Et puis, il y a des secteurs qui arrivent entre 5 et 6%, notamment l’industrie chimique et plastique, l’équipement automobile, la pharmacie et le cosmétique, le textile et le cuir ainsi que le tourisme. Par ville, la région de Casablanca constitue, clairement, l’essentiel du bassin d’entreprises potentiellement cotables qui représente les trois quarts.

- Les incitations fiscales aussi attrayantes soient-elles, ne représentent pas la seule motivation pour un émetteur à rejoindre la cote?
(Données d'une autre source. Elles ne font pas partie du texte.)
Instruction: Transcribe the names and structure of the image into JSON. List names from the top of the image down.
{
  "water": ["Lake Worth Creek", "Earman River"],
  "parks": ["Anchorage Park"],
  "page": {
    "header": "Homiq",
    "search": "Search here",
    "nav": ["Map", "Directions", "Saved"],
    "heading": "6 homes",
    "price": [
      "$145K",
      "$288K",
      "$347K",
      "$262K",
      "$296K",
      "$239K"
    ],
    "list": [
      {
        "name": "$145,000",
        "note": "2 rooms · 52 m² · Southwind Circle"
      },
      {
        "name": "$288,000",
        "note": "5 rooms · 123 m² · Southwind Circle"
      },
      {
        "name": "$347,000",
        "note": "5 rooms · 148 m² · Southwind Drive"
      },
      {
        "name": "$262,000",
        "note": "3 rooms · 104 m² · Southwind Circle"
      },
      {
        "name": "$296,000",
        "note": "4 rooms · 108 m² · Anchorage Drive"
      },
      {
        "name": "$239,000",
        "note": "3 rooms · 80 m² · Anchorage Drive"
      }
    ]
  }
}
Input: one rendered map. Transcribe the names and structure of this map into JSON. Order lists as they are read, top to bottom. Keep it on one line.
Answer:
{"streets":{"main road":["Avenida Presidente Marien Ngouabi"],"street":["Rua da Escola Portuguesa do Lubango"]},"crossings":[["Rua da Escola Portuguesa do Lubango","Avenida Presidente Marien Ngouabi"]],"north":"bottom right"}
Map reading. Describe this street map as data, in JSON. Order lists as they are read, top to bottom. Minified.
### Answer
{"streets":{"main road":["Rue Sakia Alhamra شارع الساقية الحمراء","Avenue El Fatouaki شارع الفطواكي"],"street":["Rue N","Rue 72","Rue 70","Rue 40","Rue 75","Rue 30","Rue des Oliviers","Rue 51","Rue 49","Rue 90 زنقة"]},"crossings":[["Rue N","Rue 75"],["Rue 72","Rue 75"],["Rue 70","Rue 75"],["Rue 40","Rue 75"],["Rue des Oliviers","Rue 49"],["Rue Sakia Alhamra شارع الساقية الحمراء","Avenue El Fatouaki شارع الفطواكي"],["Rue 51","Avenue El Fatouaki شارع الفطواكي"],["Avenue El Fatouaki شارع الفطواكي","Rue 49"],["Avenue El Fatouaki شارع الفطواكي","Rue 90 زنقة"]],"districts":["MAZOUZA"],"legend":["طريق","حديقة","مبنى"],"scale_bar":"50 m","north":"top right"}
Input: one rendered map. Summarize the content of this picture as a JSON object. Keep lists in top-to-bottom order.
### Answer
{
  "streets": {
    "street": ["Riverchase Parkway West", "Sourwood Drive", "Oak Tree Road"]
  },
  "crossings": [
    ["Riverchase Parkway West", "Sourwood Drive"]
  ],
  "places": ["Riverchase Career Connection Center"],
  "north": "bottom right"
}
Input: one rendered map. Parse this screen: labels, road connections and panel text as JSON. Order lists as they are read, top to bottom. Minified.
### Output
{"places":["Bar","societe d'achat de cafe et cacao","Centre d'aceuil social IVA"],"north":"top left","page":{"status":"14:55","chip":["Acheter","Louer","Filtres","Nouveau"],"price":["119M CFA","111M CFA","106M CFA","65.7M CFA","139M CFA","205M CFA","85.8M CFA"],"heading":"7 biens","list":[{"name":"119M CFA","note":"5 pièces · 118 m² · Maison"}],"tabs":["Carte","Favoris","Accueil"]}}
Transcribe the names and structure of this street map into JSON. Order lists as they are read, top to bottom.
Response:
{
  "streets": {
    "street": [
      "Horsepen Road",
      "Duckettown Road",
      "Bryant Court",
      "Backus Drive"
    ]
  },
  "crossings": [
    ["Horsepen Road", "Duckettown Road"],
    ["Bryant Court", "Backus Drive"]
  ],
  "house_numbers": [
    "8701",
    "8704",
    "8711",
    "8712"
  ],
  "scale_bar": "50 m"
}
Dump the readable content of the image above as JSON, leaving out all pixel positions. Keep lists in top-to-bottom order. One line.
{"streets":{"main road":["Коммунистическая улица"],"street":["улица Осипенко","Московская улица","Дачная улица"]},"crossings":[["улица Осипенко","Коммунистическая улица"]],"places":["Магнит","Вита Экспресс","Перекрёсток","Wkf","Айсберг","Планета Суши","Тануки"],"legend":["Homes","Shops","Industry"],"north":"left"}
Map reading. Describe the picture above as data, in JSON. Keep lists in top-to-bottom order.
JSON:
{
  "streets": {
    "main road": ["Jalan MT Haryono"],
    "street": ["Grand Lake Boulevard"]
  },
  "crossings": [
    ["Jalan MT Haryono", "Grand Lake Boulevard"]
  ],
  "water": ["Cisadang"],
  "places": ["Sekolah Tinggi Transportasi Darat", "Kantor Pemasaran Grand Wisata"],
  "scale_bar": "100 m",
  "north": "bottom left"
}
- Il est sûr que les PME marocaines ont besoin de fonds propres d’autant plus que les banques sont devenues plus regardantes sur les niveaux de risques des PME. C’est pour cela que la Bourse peut intervenir comme complément de financement pour les entreprises en les dotant de fonds propres. Des fonds qui seront à même de leur permettre d’assurer leur développement et de les rendre plus banquables vis-à-vis des institutions financières.
Par ailleurs, l’introduction en Bourse est un label de qualité et de transparence. Elle permet également un gain en notoriété et une institutionnalisation du capital de la société. De plus, une IPO induit l’association du personnel aux fruits de la croissance de la société, par le biais de stock-options. Enfin, elle facilite la transmission du patrimoine et l’enrichissement du promoteur de l’entreprise. Son investissement devient plus liquide et lui plus riche.

- Les survalorisations sont parfois contestées?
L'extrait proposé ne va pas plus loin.